The Ridgefield, Connecticut‑based specialty‑food distributor reported first‑quarter 2026 results on April 29, 2026, with net sales of $1.059 billion, up 11.4% year‑over‑year. Organic sales grew $98.3 million, or 10.4%, while acquisitions added $10.0 million, bringing total revenue to a record high for the quarter.
Gross profit rose 13.9% to $257.4 million, expanding the gross‑profit margin by 53 basis points to 24.3%. The margin lift was driven by a 43‑basis‑point improvement in specialty‑food sales and a 110‑basis‑point gain in the center‑of‑the‑plate segment, reflecting stronger pricing and a favorable mix shift toward higher‑margin products.
Earnings per share reached $0.40, beating the consensus estimate of $0.27 by $0.13, a 48% surprise. The beat was largely a result of disciplined cost management and the margin expansion described above, which offset the modest increase in raw‑material costs and allowed the company to maintain profitability even as it grew revenue.

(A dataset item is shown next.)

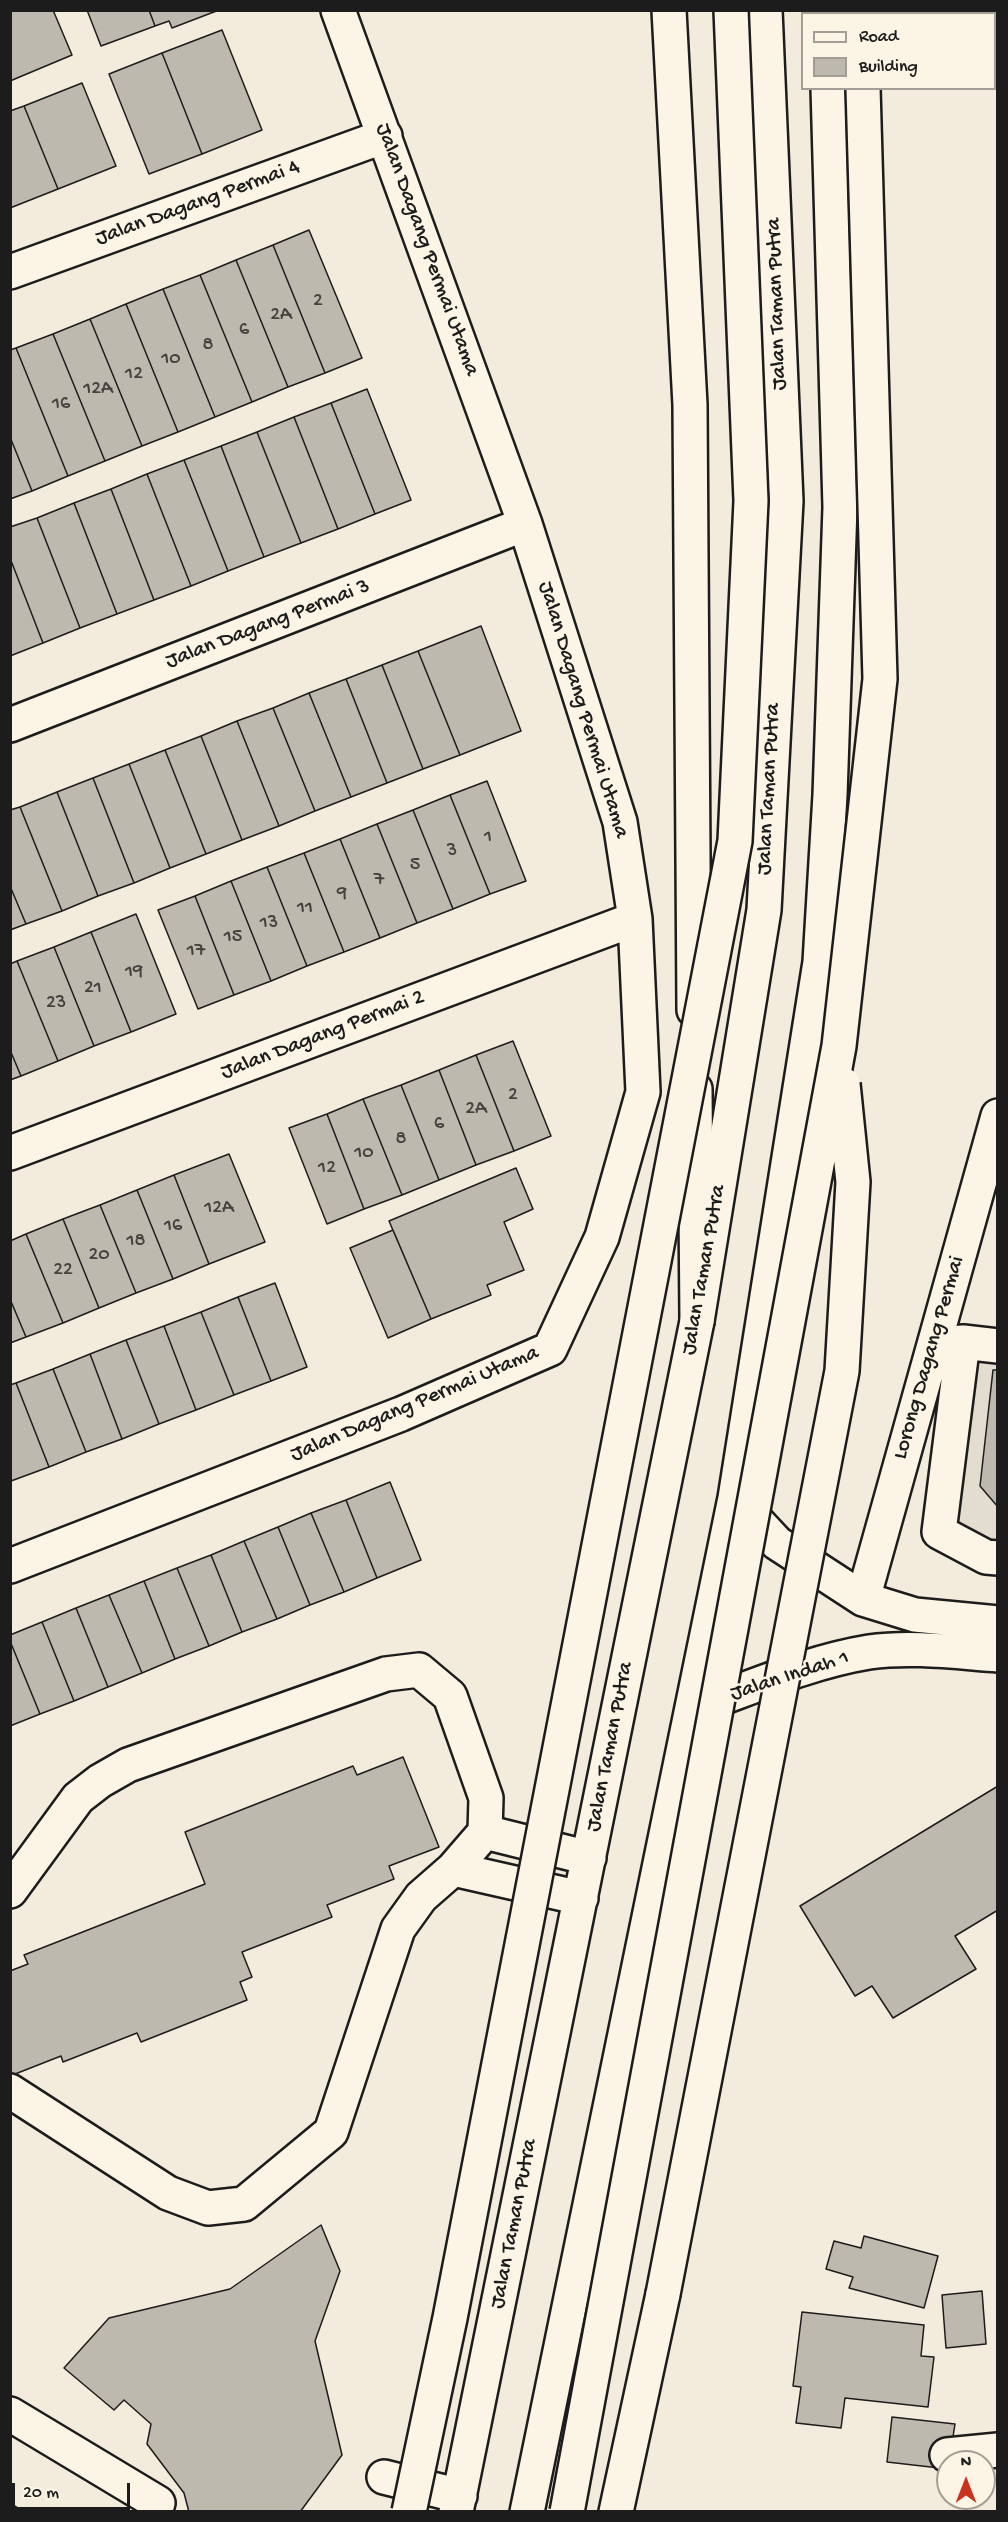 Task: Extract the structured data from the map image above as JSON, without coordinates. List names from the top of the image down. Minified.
{"streets":{"main road":["Jalan Dagang Permai 4","Jalan Dagang Permai Utama","Jalan Taman Putra","Jalan Dagang Permai 3","Jalan Dagang Permai 2","Lorong Dagang Permai","Jalan Indah 1"]},"crossings":[["Jalan Dagang Permai 4","Jalan Dagang Permai Utama"],["Jalan Dagang Permai Utama","Jalan Dagang Permai 3"],["Jalan Dagang Permai Utama","Jalan Dagang Permai 2"]],"house_numbers":["2","2A","6","8","10","12","12A","16","1","3","5","7","9","11","13","15","17","19","21","23","2","2A","6","8","10","12","12A","16","18","20","22"],"legend":["Road","Building"],"scale_bar":"20 m","north":"top"}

Compared with Q1 2025, net sales increased from $950.7 million to $1.059 billion, while GAAP diluted EPS climbed from $0.25 to $0.40. Adjusted EBITDA grew from $47.5 million to $60.1 million, underscoring the company’s ability to convert revenue growth into operating profit.
Management reaffirmed its fiscal‑2026 outlook, projecting full‑year revenue of $4.35 billion to $4.45 billion and adjusted EBITDA of $276 million to $286 million. The guidance remains unchanged from the prior quarter, indicating confidence in continued demand while acknowledging potential macro‑economic headwinds.
CEO Christopher Pappas noted that “despite some volatility in business due to extreme weather events and the start of the conflict in the Middle East later in the quarter, our businesses continued to grow market share, delivering strong year‑over‑year growth in volume, product penetration, unique customers, revenue and profitability.”
Investors responded favorably to the results, with the EPS beat, revenue beat, and margin expansion serving as key drivers of the positive market reaction. The strong earnings beat reinforced confidence in the company’s pricing power and operational execution.
The company highlighted ongoing tailwinds from the upscale dining sector, while acknowledging that extreme weather and geopolitical tensions could pose short‑term challenges. Nonetheless, the combination of robust demand, disciplined cost control, and a favorable product mix positions The Chefs’ Warehouse to sustain growth and profitability through the remainder of fiscal 2026.
The results underscore the company’s successful margin‑expansion strategy and its ability to navigate external headwinds while maintaining a strong growth trajectory.